Kommt ein Radon Fahrrad mit irgendewelchen Werkzeuge in der Packung? Wenn nicht, was braucht man um ein Radon aufzubauen? Und was braucht man um es einzustellen? Ich will am Montag Radon ZR Race 7.0 bestellen. Ich habe noch keine Werkzeuge. Gibt es auch Manual Radaufbau auf English?


----------



## Bench (25. März 2011)

kA, ob was dabei ist.

Aber brauchen tut man einen 5er Inbus (vielleicht dabei wie bei IKEA ) zum montieren des Lenkers und einen 15er Maulschlüssel zum montieren der Pedale.

Zum einstellen des Luftdrucks der Gabel braucht man eine Dämpferpumpe.


----------



## MTB-News.de




----------



## donprogrammo (25. März 2011)

Naja, so einfach ist es leider nicht immer ...

Je nach Vorbau braucht man einen 4mm oder 5mm Inbus Schlüssel
für die Pedale je anch Pedal entweder ein 15mm Maulschlüssel und/oder ein 8mm Inbus Schlüssel.

Eine Dämpferpumpe für die Federelemente.

Und nicht zu vergessen eine Luftpumpe für Sclaverand/Französische Ventile.

Dass sollte aber auch reichen. Das Werkzeug sollte jeder irgendwo zu Hause finden, sit ja Grundausstattung um mal ein Ikea Regal aufzubauen, und die Pumpen braucht man bei so einem Rad eh ständig. Da sollten also hochwertige Modelle angeschafft werden.

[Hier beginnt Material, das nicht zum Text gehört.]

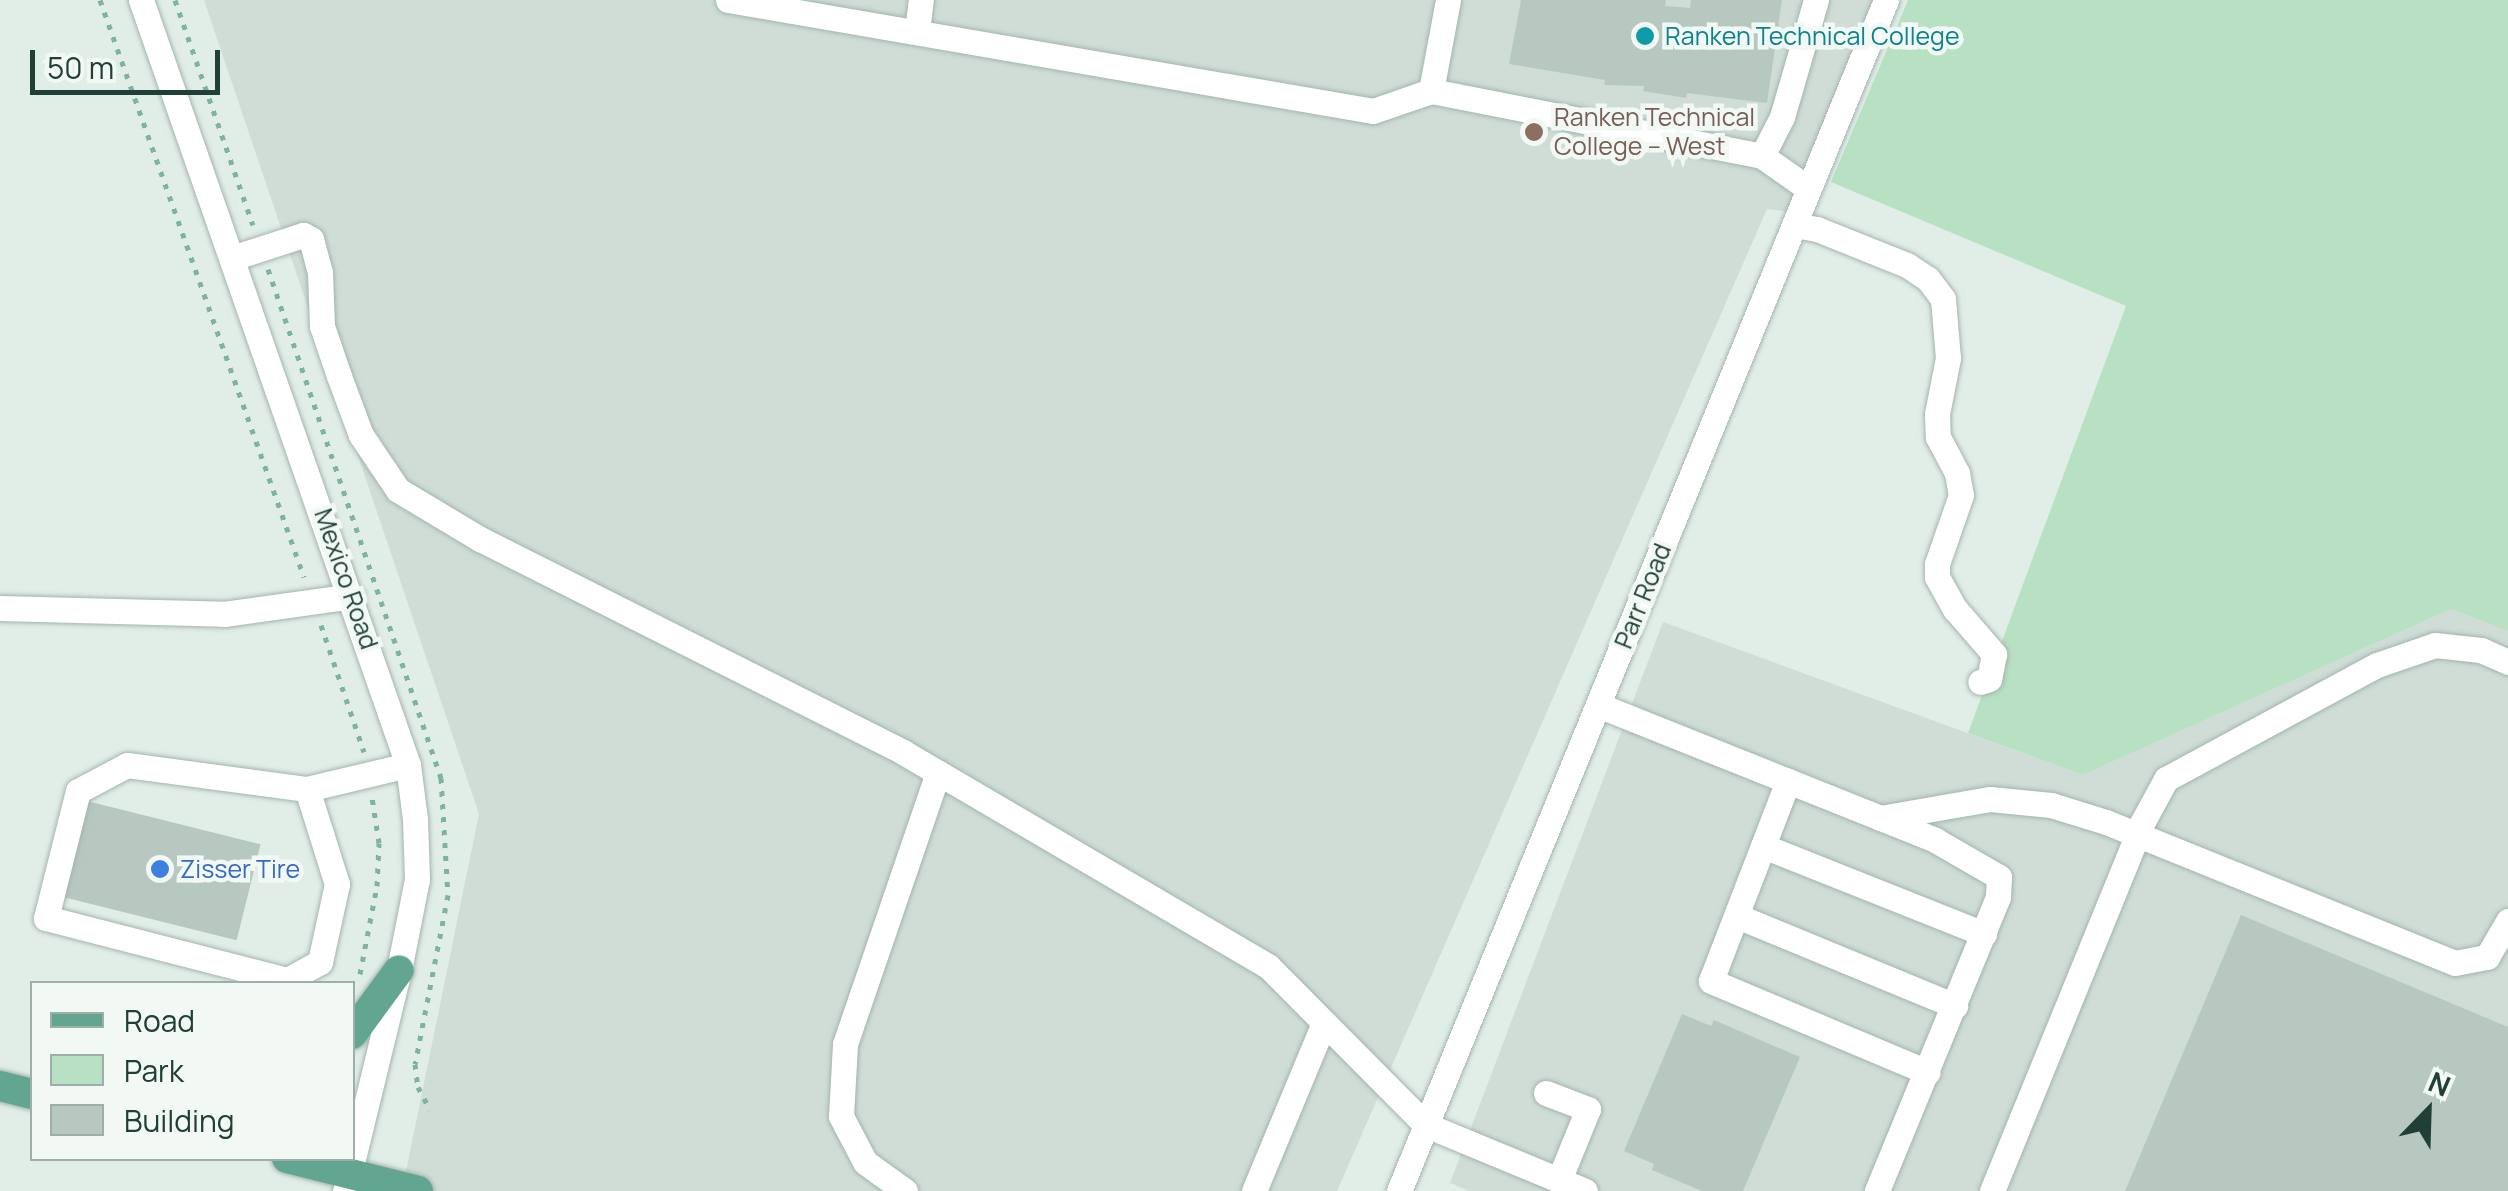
<!DOCTYPE html>
<meta charset="utf-8">
<style>
body{margin:0}
#map{position:relative;width:2508px;height:1191px;overflow:hidden;background:#e1ede7;font-family:Manrope,sans-serif}
div>[style]{position:absolute}
.built>*{inset:0;background:#cfddd6}
.green>*{inset:0;background:#b8e0c2}
.building>*{inset:0;background:#b6c8c0;transform-origin:0 0}
.path>*{height:5px;margin-top:-2.5px;transform-origin:0;background:repeating-linear-gradient(90deg,#7fb3a1 0 5px,transparent 0 13px)}
.roads{filter:drop-shadow(0 0 2px #a3b5ae) drop-shadow(0 0 2px #a3b5ae)}
.minor>*{height:25px;margin:-12.5px;padding:0 12.5px;transform-origin:12.5px;border-radius:12.5px;background:#fff}
.major>*{height:30px;margin:-15px;padding:0 15px;transform-origin:15px;border-radius:15px;background:#62a692}
.dots>*{width:28px;height:28px;translate:-50% -50%;box-sizing:border-box;border:5px solid #f2f9f5;border-radius:50%}
span{translate:-50% -50%;white-space:nowrap;text-align:center;line-height:1.15;-webkit-text-stroke:9px #f2f9f5;paint-order:stroke}
.culture-label{font-size:25px;color:#0d838f}
.left{translate:0 -50%;text-align:left}
.education-label{font-size:25px;color:#785e54}
.street-label{font-size:25px;color:#203f36}
.shop-label{font-size:25px;color:#366cbe}
.legend{position:absolute;left:30px;top:981px;width:325px;height:180px;box-sizing:border-box;background:#f2f9f5;border:2px solid #9eafa9;margin:0;padding:12px 18px;list-style:none;font-size:30px;color:#203f36}
.legend li{display:flex;align-items:center;gap:20px;height:50px}
.legend b{width:50px;border:2px solid #9eafa9}
.north{position:absolute;left:2378px;top:1061px;width:100px;height:100px;-webkit-text-stroke:8px #f2f9f5;paint-order:stroke;rotate:23deg;font-size:28px;font-weight:700;line-height:40px;text-align:center;color:#203f36}
.north::after{content:'';display:block;margin:auto;width:35px;height:45px;background:#203f36;clip-path:polygon(50% 0,100% 100%,50% 72%,0 100%)}
.scale{position:absolute;left:30px;top:50px;width:190px;height:45px;box-sizing:border-box;border:5px solid #203f36;border-top:0;padding-left:12px;font-size:30px;line-height:35px;white-space:nowrap;color:#203f36;-webkit-text-stroke:8px #f2f9f5;paint-order:stroke}
</style>
<div id="map">
<div class="built">
<i style="clip-path:polygon(204px 0,1886px 0,1799px 213px,1767px 209px,1337px 1191px,402px 1191px,479px 814px)"></i>
<i style="clip-path:polygon(2451px 609px,2508px 631px,2508px 1191px,1469px 1191px,1450px 1183px,1663px 622px,2083px 775px)"></i>
</div>
<div class="green">
<i style="clip-path:polygon(1908px 0,2508px 0,2508px 631px,2451px 609px,2083px 775px,1968px 733px,2126px 306px,1831px 182px)"></i>
</div>
<div class="building">
<i style="clip-path:polygon(1521px 0,1666px 0,1665px 6px,1690px 8px,1691px 0,1782px 0,1767px 103px,1687px 93px,1686px 98px,1643px 91px,1644px 86px,1604px 85px,1605px 80px,1509px 64px)"></i>
<i style="left:83px;top:800px;width:183px;height:99px;rotate:14deg"></i>
<i style="clip-path:polygon(2241px 915px,2508px 1027px,2508px 1191px,2125px 1191px)"></i>
<i style="clip-path:polygon(1682px 1014px,1711px 1026px,1714px 1020px,1800px 1057px,1743px 1191px,1702px 1191px,1652px 1170px,1654px 1164px,1624px 1151px)"></i>
</div>
<div class="path">
<i style="left:100px;top:0;width:612px;rotate:70.53deg"></i>
<i style="left:175px;top:0;width:238px;rotate:70.9deg"></i>
<i style="left:268px;top:269px;width:538px;rotate:71.23deg"></i>
<i style="left:441px;top:778px;width:117px;rotate:86.6deg"></i>
<i style="left:448px;top:895px;width:172px;rotate:101deg"></i>
<i style="left:415px;top:1064px;width:23px;rotate:83deg"></i>
<i style="left:418px;top:1087px;width:26px;rotate:62deg"></i>
<i style="left:321px;top:625px;width:134px;rotate:71.3deg"></i>
<i style="left:360px;top:974px;width:90px;rotate:-79.1deg"></i>
<i style="left:377px;top:886px;width:43px;rotate:-87.3deg"></i>
<i style="left:379px;top:843px;width:47px;rotate:-98.7deg"></i>
</div>
<div class="roads">
<div class="minor">
<i style="left:141px;top:0;width:810px;rotate:70.76deg"></i>
<i style="left:408px;top:765px;width:54px;rotate:82.6deg"></i>
<i style="left:415px;top:819px;width:60px;rotate:88.1deg"></i>
<i style="left:417px;top:879px;width:93px;rotate:101.2deg"></i>
<i style="left:399px;top:970px;width:228px;rotate:103.7deg"></i>
<i style="left:728px;top:0;width:654px;rotate:9.76deg"></i>
<i style="left:1373px;top:111px;width:61px;rotate:-19deg"></i>
<i style="left:1448px;top:0;width:93px;rotate:100.6deg"></i>
<i style="left:1431px;top:91px;width:337px;rotate:11.1deg"></i>
<i style="left:1762px;top:156px;width:57px;rotate:35.1deg"></i>
<i style="left:917px;top:31px;width:31px;rotate:-83deg"></i>
<i style="left:1762px;top:156px;width:44px;rotate:-62.9deg"></i>
<i style="left:1782px;top:117px;width:122px;rotate:-73.8deg"></i>
<i style="left:1794px;top:225px;width:23px;rotate:10deg"></i>
<i style="left:1817px;top:229px;width:97px;rotate:21.8deg"></i>
<i style="left:1907px;top:265px;width:25px;rotate:34deg"></i>
<i style="left:1928px;top:279px;width:25px;rotate:53deg"></i>
<i style="left:1943px;top:299px;width:59px;rotate:85.2deg"></i>
<i style="left:1948px;top:358px;width:57px;rotate:101.1deg"></i>
<i style="left:1937px;top:414px;width:23px;rotate:88deg"></i>
<i style="left:1938px;top:437px;width:41px;rotate:62.2deg"></i>
<i style="left:1957px;top:473px;width:22px;rotate:80deg"></i>
<i style="left:1961px;top:495px;width:73px;rotate:109.2deg"></i>
<i style="left:1937px;top:564px;width:13px;rotate:90deg"></i>
<i style="left:1937px;top:577px;width:37px;rotate:61deg"></i>
<i style="left:1955px;top:609px;width:60px;rotate:49.1deg"></i>
<i style="left:1994px;top:654px;width:25px;rotate:101deg"></i>
<i style="left:1989px;top:679px;width:9px;rotate:162deg"></i>
<i style="left:232px;top:258px;width:75px;rotate:-17.9deg"></i>
<i style="left:303px;top:235px;width:9px;rotate:27deg"></i>
<i style="left:311px;top:239px;width:34px;rotate:75deg"></i>
<i style="left:320px;top:272px;width:54px;rotate:87.9deg"></i>
<i style="left:322px;top:326px;width:53px;rotate:71.2deg"></i>
<i style="left:339px;top:376px;width:63px;rotate:69.6deg"></i>
<i style="left:361px;top:435px;width:66px;rotate:56.1deg"></i>
<i style="left:398px;top:490px;width:96px;rotate:30.9deg"></i>
<i style="left:480px;top:539px;width:474px;rotate:26.7deg"></i>
<i style="left:903px;top:752px;width:423px;rotate:30.4deg"></i>
<i style="left:1268px;top:966px;width:224px;rotate:45.2deg"></i>
<i style="left:1426px;top:1125px;width:172px;rotate:22.5deg"></i>
<i style="left:0;top:608px;width:224px;rotate:1.5deg"></i>
<i style="left:224px;top:614px;width:129px;rotate:-8deg"></i>
<i style="left:1598px;top:705px;width:363px;rotate:21.8deg"></i>
<i style="left:1935px;top:840px;width:74px;rotate:30deg"></i>
<i style="left:1999px;top:877px;width:20px;rotate:93deg"></i>
<i style="left:1998px;top:897px;width:318px;rotate:112.4deg"></i>
<i style="left:1788px;top:781px;width:214px;rotate:111.1deg"></i>
<i style="left:1711px;top:981px;width:235px;rotate:22.8deg"></i>
<i style="left:307px;top:789px;width:100px;rotate:72.5deg"></i>
<i style="left:337px;top:884px;width:80px;rotate:102.3deg"></i>
<i style="left:320px;top:962px;width:38px;rotate:151deg"></i>
<i style="left:287px;top:980px;width:249px;rotate:-165.6deg"></i>
<i style="left:46px;top:918px;width:131px;rotate:-75.9deg"></i>
<i style="left:78px;top:791px;width:55px;rotate:-28deg"></i>
<i style="left:127px;top:765px;width:182px;rotate:7.6deg"></i>
<i style="left:307px;top:789px;width:104px;rotate:-13.4deg"></i>
<i style="left:1880px;top:818px;width:112px;rotate:-9.8deg"></i>
<i style="left:1990px;top:799px;width:61px;rotate:5.6deg"></i>
<i style="left:2051px;top:805px;width:58px;rotate:17.2deg"></i>
<i style="left:2106px;top:822px;width:376px;rotate:22deg"></i>
<i style="left:2455px;top:963px;width:33px;rotate:-11deg"></i>
<i style="left:2487px;top:957px;width:42px;rotate:-59.7deg"></i>
<i style="left:1763px;top:846px;width:238px;rotate:21.7deg"></i>
<i style="left:1737px;top:916px;width:236px;rotate:22.4deg"></i>
<i style="left:1546px;top:1093px;width:45px;rotate:20.9deg"></i>
<i style="left:1588px;top:1109px;width:77px;rotate:112.2deg"></i>
<i style="left:905px;top:1191px;width:49px;rotate:-144.1deg"></i>
<i style="left:865px;top:1162px;width:52px;rotate:-117.6deg"></i>
<i style="left:841px;top:1116px;width:72px;rotate:-86.8deg"></i>
<i style="left:845px;top:1044px;width:287px;rotate:-71.1deg"></i>
<i style="left:1254px;top:1191px;width:182px;rotate:-67.4deg"></i>
<i style="left:1399px;top:1191px;width:1287px;rotate:-67.76deg"></i>
<i style="left:1992px;top:1191px;width:397px;rotate:-67.8deg"></i>
<i style="left:2142px;top:823px;width:50px;rotate:-61.4deg"></i>
<i style="left:2166px;top:779px;width:240px;rotate:-28.4deg"></i>
<i style="left:2377px;top:665px;width:61px;rotate:-19deg"></i>
<i style="left:2435px;top:645px;width:46px;rotate:6.2deg"></i>
<i style="left:2481px;top:650px;width:30px;rotate:24deg"></i>
</div>
<div class="major">
<i style="left:352px;top:1034px;width:79px;rotate:-53.7deg"></i>
<i style="left:0;top:1086px;width:33px;rotate:14deg"></i>
<i style="left:287px;top:1158px;width:135px;rotate:14.1deg"></i>
</div>
</div>
<div class="dots">
<i style="left:1645px;top:36px;background:#0f9aa8"></i>
<i style="left:1534px;top:132px;background:#8d6e63"></i>
<i style="left:160px;top:869px;background:#3f7fe0"></i>
</div>
<div class="culture-label">
<span class="left" style="left:1665px;top:36px">Ranken Technical College</span>
</div>
<div class="education-label">
<span class="left" style="left:1554px;top:132px">Ranken Technical<br>College – West</span>
</div>
<div class="street-label">
<span style="left:346px;top:579px;rotate:71deg">Mexico Road</span>
<span style="left:1643px;top:596px;rotate:-68deg">Parr Road</span>
</div>
<div class="shop-label">
<span class="left" style="left:180px;top:869px">Zisser Tire</span>
</div>
<ul class="legend">
<li><b style="height:12px;background:#62a692"></b>Road</li>
<li><b style="height:28px;background:#b8e0c2"></b>Park</li>
<li><b style="height:28px;background:#b6c8c0"></b>Building</li>
</ul>
<div class="north">N</div>
<div class="scale">50 m</div>
</div>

Ach, und Werkzeuge sind meines Wissens nach nicht mit in der Packung

Ich sehe gerade, es gibt auf http://www.radon-bikes.de/xist4c/web/Fragen-zum-Versand_id_5262_.htm sowohl eine Anleitung als PDF (Nur Deutsch) und ein Video dazu, dass die Schritte zeigt.
Hier wird auch deutlich gezeigt, dass man statt mit Inbusschlüsseln mit einem Drehmomentschlüssel gearbeitet wird. Das ist für Anfänger wie Profis sinnvoll, aber leider teuer. Sonst werden Schraubverbindungen eigentlich immer zu fest angezogen, was auf die haltbarkeit geht.


----------



## sercheese (25. März 2011)

Ist diese Liste kompatibel?

http://img705.imageshack.us/i/58296153.jpg

http://img691.imageshack.us/i/84386433.jpg


----------



## donprogrammo (25. März 2011)

Für die Pedale brauchst du ein 8mm Inbus schlüssel, kein 15mm Maulschlüssel wie in deiner Liste.
Und evtl. fehlt dir der 4mm Inbus für den Vorbau, dass kann ich aber aus dem Gedächtnis nicht sagen, ob du für den 4 oder 5 mm brauchst.
Über sinn und Unsinn der zusammenstellung wollen wir ja hier nicht reden, lass dir aber gesagt sein, dass bei hochvolumigen MTB Reifen das pumpen mit einer kleinen Pumpe ewig dauert, und sich daher eine Standpumpe anbietet.


----------



## sercheese (25. März 2011)

danke für deine Hilfe!

Dann es wäre besser dieses Drehmomentschluessel kaufen.


----------



## donprogrammo (28. März 2011)

damit bist du auf jeden fall auf der sicheren seite


----------